Fast and easy integration with other AWS services (Both Pro and Con)
However, there are some drawbacks as well:
a. Does not support multiple indices like other RDBMS
1 Distribution Key and 1 Sort Key
b. Does not enforce uniqueness or foreign key constraints like MySQL or other RDBMS
So, how do we get data into Redshift?
There are mainly 3 ways that we use to deliver data to Redshift.
1. Via Athena Preprocessing Batch jobs (Lockscreen activity, AD Allocation)
The primary reason for such preprocessing step is the sheer size of the incoming data. Some data might be too raw for analysts and data scientists to query directly. Thus, we utilized AWS Athena (https://aws.amazon.com/athena/) to leverage the fact that AWS only charges us for the size of the data read by the Athena query.
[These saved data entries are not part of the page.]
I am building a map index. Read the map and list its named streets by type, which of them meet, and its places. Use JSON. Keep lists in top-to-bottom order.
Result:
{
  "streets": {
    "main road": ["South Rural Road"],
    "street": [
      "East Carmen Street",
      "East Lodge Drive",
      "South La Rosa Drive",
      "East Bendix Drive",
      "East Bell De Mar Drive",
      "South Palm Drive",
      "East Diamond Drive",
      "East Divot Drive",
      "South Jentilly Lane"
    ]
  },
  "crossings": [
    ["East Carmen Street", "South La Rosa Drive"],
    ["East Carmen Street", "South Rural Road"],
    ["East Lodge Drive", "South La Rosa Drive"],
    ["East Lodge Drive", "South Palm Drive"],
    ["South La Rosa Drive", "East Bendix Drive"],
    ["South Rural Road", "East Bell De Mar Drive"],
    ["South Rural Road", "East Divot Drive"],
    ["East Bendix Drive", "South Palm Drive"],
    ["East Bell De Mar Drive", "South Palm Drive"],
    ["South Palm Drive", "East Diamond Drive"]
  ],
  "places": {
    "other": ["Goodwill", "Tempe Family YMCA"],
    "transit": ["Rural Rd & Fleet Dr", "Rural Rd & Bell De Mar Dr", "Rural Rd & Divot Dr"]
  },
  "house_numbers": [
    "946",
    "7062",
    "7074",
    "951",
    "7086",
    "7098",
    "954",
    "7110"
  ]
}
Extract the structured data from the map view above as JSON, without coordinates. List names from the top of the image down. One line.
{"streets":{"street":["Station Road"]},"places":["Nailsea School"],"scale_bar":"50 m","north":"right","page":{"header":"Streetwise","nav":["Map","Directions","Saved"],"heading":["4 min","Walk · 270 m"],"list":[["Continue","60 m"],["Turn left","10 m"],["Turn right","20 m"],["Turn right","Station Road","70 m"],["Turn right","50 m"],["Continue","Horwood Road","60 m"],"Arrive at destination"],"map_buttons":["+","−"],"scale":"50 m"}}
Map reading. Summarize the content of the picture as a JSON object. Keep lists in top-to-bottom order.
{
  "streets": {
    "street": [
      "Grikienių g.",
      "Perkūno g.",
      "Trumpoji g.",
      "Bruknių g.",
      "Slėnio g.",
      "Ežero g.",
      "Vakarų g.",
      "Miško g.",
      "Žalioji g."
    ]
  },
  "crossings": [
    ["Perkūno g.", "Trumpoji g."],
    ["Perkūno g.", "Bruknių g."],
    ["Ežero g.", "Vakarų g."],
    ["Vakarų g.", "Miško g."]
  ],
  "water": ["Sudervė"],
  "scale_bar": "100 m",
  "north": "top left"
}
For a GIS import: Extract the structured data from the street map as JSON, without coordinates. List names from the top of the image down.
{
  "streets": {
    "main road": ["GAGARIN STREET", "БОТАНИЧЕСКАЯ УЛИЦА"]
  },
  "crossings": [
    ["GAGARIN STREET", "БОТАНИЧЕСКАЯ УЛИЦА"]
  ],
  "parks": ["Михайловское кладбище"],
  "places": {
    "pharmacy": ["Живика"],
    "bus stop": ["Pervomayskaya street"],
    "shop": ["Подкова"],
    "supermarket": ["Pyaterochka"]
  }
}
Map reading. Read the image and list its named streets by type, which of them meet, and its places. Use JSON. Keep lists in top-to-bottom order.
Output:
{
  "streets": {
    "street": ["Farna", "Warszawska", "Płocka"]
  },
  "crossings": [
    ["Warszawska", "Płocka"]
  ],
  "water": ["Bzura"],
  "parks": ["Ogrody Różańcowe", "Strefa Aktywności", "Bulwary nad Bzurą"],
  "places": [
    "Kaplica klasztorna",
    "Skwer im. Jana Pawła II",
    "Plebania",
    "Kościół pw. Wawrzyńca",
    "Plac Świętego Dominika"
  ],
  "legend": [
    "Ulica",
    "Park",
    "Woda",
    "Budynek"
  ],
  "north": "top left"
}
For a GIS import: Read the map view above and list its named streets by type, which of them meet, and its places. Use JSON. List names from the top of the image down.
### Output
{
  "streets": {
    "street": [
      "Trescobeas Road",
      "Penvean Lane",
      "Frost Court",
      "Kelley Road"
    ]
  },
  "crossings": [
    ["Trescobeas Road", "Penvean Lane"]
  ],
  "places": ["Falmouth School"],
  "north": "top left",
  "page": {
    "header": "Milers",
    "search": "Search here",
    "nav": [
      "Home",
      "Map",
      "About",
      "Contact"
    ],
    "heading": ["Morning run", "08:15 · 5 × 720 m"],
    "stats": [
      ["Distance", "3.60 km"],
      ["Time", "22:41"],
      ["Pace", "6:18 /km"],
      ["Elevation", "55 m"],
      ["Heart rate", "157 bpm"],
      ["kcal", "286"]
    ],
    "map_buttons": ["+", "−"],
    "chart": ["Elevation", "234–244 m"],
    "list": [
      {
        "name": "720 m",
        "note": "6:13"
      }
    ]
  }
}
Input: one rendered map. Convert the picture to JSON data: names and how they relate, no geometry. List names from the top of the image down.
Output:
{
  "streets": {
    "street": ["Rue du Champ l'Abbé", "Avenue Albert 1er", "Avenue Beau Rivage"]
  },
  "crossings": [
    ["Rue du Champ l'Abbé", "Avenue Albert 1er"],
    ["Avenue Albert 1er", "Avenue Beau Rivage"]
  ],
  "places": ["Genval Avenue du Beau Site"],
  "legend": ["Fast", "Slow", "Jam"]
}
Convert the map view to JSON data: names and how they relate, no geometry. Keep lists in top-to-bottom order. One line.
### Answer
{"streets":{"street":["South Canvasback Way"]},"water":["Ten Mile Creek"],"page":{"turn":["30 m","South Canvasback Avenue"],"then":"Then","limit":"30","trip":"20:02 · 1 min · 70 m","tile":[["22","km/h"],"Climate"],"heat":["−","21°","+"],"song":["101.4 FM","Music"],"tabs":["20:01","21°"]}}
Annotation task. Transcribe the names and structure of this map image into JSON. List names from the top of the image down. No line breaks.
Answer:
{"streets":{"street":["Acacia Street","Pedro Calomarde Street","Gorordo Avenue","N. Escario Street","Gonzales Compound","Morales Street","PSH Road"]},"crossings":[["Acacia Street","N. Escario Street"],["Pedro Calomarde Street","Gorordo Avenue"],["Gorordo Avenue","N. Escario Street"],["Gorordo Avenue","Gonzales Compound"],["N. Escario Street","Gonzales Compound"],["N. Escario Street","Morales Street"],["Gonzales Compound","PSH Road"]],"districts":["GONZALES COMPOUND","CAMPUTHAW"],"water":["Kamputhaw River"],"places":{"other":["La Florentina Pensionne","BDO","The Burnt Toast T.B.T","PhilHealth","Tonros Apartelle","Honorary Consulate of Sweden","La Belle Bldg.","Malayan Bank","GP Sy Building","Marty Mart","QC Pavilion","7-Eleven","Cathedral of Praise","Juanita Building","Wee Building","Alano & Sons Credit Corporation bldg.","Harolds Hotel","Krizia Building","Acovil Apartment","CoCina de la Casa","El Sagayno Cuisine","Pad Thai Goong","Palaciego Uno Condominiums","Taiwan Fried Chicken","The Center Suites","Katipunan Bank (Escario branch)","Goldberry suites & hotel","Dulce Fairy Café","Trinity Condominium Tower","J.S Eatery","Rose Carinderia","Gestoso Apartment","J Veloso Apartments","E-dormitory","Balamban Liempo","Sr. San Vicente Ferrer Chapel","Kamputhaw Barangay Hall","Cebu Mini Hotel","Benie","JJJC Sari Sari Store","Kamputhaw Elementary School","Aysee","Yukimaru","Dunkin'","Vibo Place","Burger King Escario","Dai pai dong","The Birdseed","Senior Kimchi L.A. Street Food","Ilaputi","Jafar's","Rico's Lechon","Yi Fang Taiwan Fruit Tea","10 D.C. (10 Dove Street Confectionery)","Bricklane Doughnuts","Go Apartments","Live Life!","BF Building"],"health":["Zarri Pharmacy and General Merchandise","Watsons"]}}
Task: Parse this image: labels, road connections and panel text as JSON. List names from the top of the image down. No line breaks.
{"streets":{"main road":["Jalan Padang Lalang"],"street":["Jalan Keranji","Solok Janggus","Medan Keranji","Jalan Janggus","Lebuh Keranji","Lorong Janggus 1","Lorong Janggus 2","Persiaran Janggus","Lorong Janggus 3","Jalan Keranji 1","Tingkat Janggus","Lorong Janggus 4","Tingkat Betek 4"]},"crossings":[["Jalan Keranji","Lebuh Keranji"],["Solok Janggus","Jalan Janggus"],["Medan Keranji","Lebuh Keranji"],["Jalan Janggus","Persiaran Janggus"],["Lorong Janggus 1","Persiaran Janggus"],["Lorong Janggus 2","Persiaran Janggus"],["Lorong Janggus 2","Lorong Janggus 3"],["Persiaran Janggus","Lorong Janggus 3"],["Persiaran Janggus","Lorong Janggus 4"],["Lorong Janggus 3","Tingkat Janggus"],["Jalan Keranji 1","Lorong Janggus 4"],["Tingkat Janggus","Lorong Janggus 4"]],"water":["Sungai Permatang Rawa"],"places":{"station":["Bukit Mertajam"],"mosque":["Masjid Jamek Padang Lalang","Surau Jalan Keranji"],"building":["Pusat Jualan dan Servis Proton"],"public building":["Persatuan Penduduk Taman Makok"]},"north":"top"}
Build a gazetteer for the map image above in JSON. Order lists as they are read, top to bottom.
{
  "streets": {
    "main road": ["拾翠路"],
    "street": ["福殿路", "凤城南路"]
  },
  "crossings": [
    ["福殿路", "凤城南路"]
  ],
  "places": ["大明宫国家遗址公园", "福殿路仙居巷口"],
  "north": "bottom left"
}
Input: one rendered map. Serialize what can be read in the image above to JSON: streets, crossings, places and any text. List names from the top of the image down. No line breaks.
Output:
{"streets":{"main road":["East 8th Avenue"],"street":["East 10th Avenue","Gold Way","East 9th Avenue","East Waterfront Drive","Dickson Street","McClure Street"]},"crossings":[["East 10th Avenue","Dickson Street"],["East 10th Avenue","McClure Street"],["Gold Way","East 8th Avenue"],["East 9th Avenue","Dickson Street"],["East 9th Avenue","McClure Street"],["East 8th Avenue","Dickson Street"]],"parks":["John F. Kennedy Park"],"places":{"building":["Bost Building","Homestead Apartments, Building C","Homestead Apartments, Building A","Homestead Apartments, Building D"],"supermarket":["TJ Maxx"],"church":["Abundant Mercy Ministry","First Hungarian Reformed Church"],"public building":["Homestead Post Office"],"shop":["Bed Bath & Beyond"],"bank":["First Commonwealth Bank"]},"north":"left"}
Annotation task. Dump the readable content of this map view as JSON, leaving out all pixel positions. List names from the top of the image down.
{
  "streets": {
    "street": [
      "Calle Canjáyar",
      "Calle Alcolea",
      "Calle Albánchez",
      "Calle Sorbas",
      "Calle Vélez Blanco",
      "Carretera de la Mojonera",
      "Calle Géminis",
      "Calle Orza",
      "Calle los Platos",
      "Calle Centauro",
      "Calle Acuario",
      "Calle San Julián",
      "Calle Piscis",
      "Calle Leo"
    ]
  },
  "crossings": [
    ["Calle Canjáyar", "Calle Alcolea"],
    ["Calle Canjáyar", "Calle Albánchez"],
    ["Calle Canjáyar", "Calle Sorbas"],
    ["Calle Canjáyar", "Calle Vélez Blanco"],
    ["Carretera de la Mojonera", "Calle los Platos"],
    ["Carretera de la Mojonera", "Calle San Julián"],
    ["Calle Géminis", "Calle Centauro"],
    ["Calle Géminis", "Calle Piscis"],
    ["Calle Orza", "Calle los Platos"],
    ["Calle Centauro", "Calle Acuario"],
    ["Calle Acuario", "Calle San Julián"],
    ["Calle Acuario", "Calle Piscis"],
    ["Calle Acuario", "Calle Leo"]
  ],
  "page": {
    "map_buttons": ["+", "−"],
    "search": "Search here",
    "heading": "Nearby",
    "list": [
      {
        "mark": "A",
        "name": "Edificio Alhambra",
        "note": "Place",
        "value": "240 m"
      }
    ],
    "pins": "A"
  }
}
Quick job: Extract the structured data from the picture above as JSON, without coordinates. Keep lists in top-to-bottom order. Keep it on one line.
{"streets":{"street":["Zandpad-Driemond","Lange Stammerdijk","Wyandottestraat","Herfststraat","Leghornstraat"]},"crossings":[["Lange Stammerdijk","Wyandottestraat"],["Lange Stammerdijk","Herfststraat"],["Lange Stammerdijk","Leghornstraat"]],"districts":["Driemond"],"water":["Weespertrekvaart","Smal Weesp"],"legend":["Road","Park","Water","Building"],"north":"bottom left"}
If we are to preprocess the data through EMR or other MapReduce solutions, we might have to spend much more on computing costs in order to process more than
- Send data to S3
- Aggregate/Process using Athena
- Load the processed data into Redshift (COPY command)
- Serverless (No need to manage EMR clusters or servers)
- Cheap ($5 for each 1TB read from S3)
- During peak hours (12:00 AM UTC), some queries might fail. -> We do not recommend running mission-critical logics on Athena.
- Does not (yet) provide the full functionality of PRESTO DB.
2. Via Firehose (Impression, Clicks, Device, Events)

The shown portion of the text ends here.